As a 16-year-old, Aundrey Burno shot a District police officer in the neck in 1995 for his Glock pistol. Five weeks later, he killed a prostrate teenager who had the audacity to stand up and dust himself off after Burno robbed him.
Burno, behind bars almost ever since, was the protagonist last month of a television documentary, “Thug Life in D.C.,” and told the camera, “I’m the definition of thug. . . . A thug is a person who never had nothing.”
But what Burno did outweighs any theories about why he might have done it, a D.C. Superior Court judge declared yesterday as he sentenced Burno to 45 years to life for the murder of Lionel Watson, the slain teenager.
Judge Henry F. Greene ordered the sentence to run consecutively to the 25 years to life Burno is serving for shooting Officer Gerald Anderson, who survived.
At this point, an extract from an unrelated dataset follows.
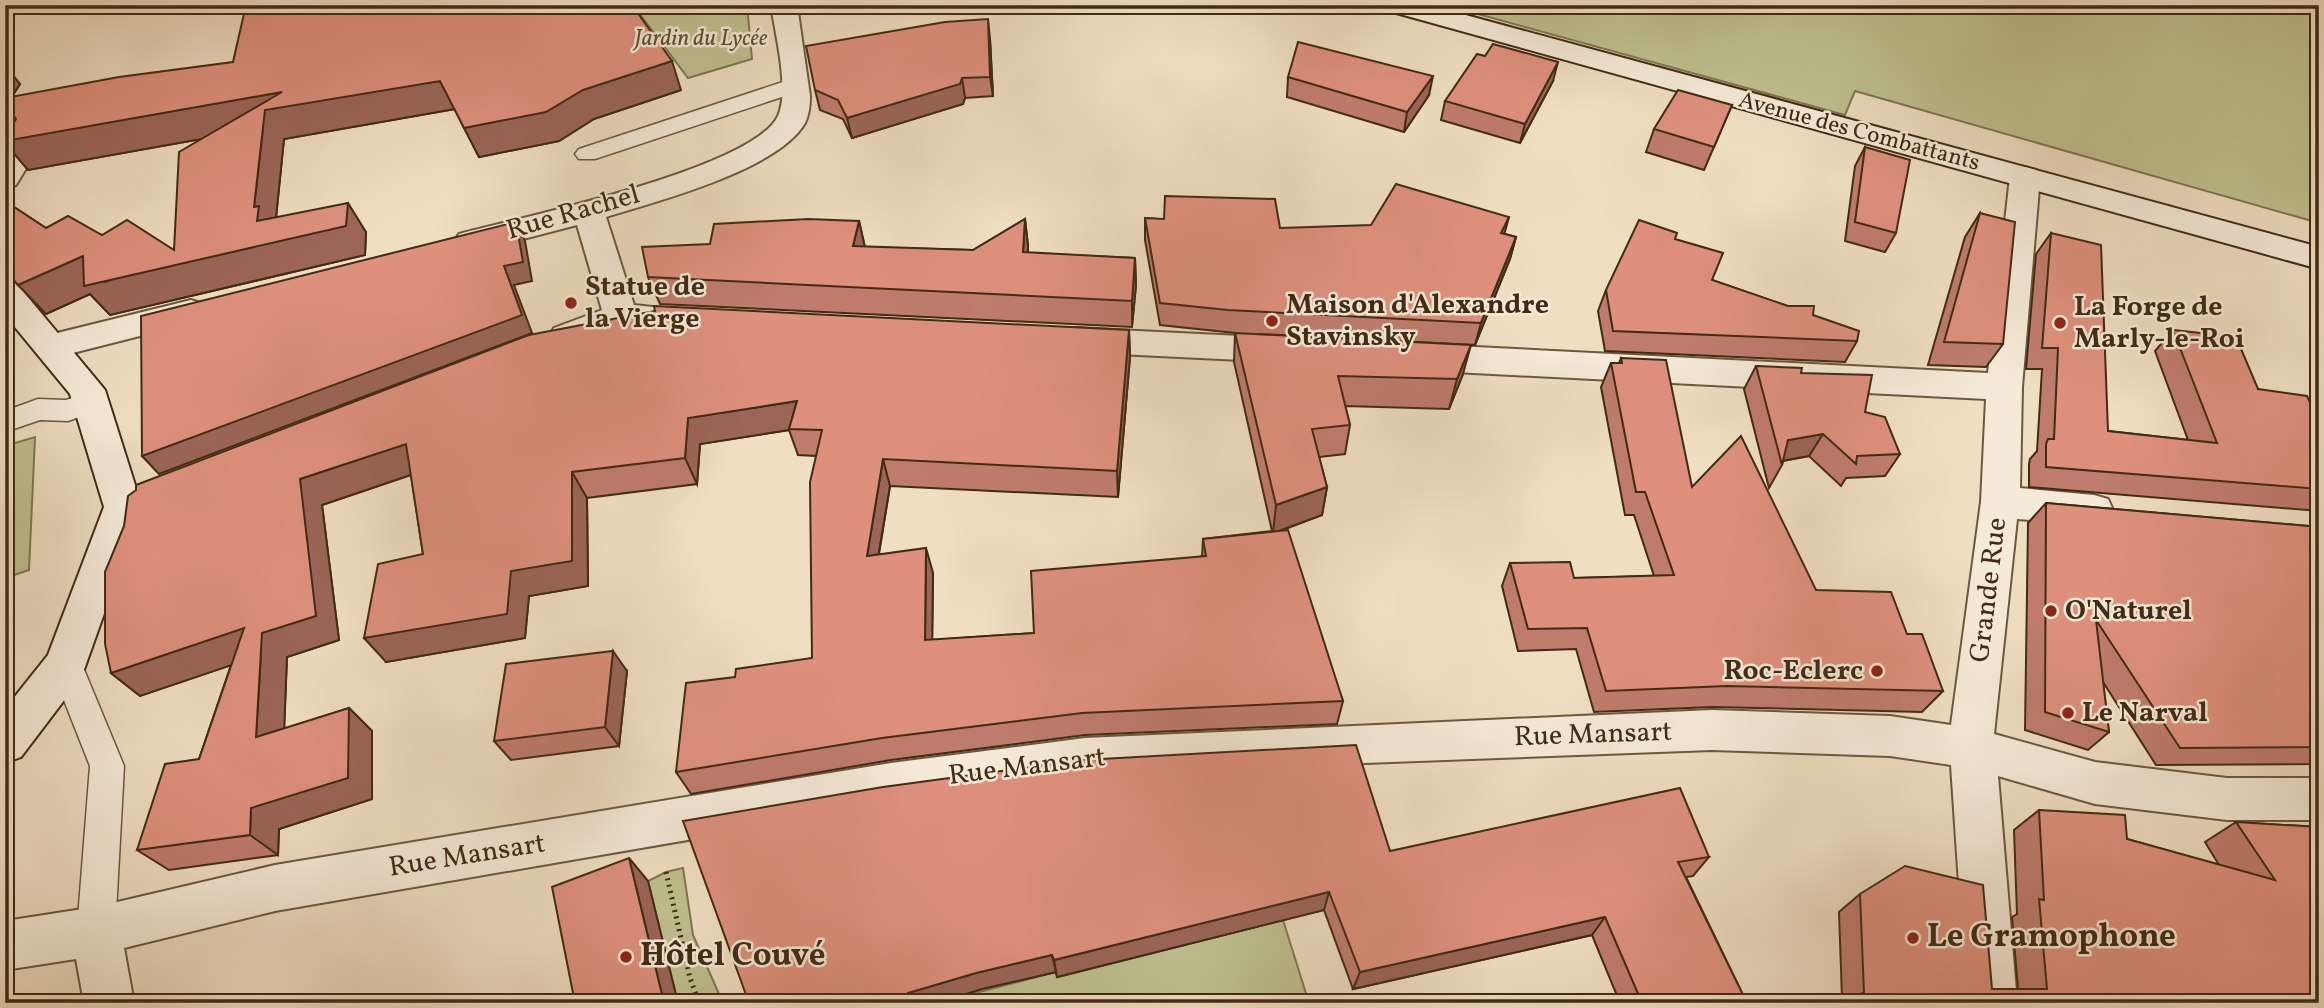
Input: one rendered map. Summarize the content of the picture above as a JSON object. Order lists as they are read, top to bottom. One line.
{"streets":{"street":["Avenue des Combattants","Rue Rachel","Grande Rue","Rue Mansart"]},"crossings":[["Avenue des Combattants","Grande Rue"],["Grande Rue","Rue Mansart"]],"parks":["Jardin du Lycée"],"places":["Statue de la Vierge","Maison d'Alexandre Stavinsky","La Forge de Marly-le-Roi","O'Naturel","Roc-Eclerc","Le Narval","Le Gramophone","Hôtel Couvé"]}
Current guidelines suggest Burno, now 20, will be in his eighties before becoming eligible for parole.
Never had he seen a criminal less likely to be rehabilitated, Greene said, rejecting a defense request that he consider Burno’s raw upbringing and his youth at the time of the shootings.
“It may well be that this man has emotional and psychological scars,” Greene told a crowded courtroom. But concurrent prison time, the judge argued, would say “to the community and to Mr. Watson’s family that Mr. Burno basically got a free murder after he shot Officer Anderson.”
Burno shook his head silently as Greene passed sentence.
The life and times of Aundrey Burno occupied an emotional hour of national television last month when HBO broadcast a documentary of his jailhouse existence. The complex portrait ranged among Burno’s moods--bravado and anger, resignation and pain.
“I’m already dead,” he said at one point. “I came here when I was 16 years old. I came here on a one-way trip to prison. I’m about to become a grown man in here.”
Burno told the filmmakers that he had been stabbed in prison, and had done some stabbing of his own. He said he would return to the community “and kill again if I have to. I’m going to do what I have to to survive.”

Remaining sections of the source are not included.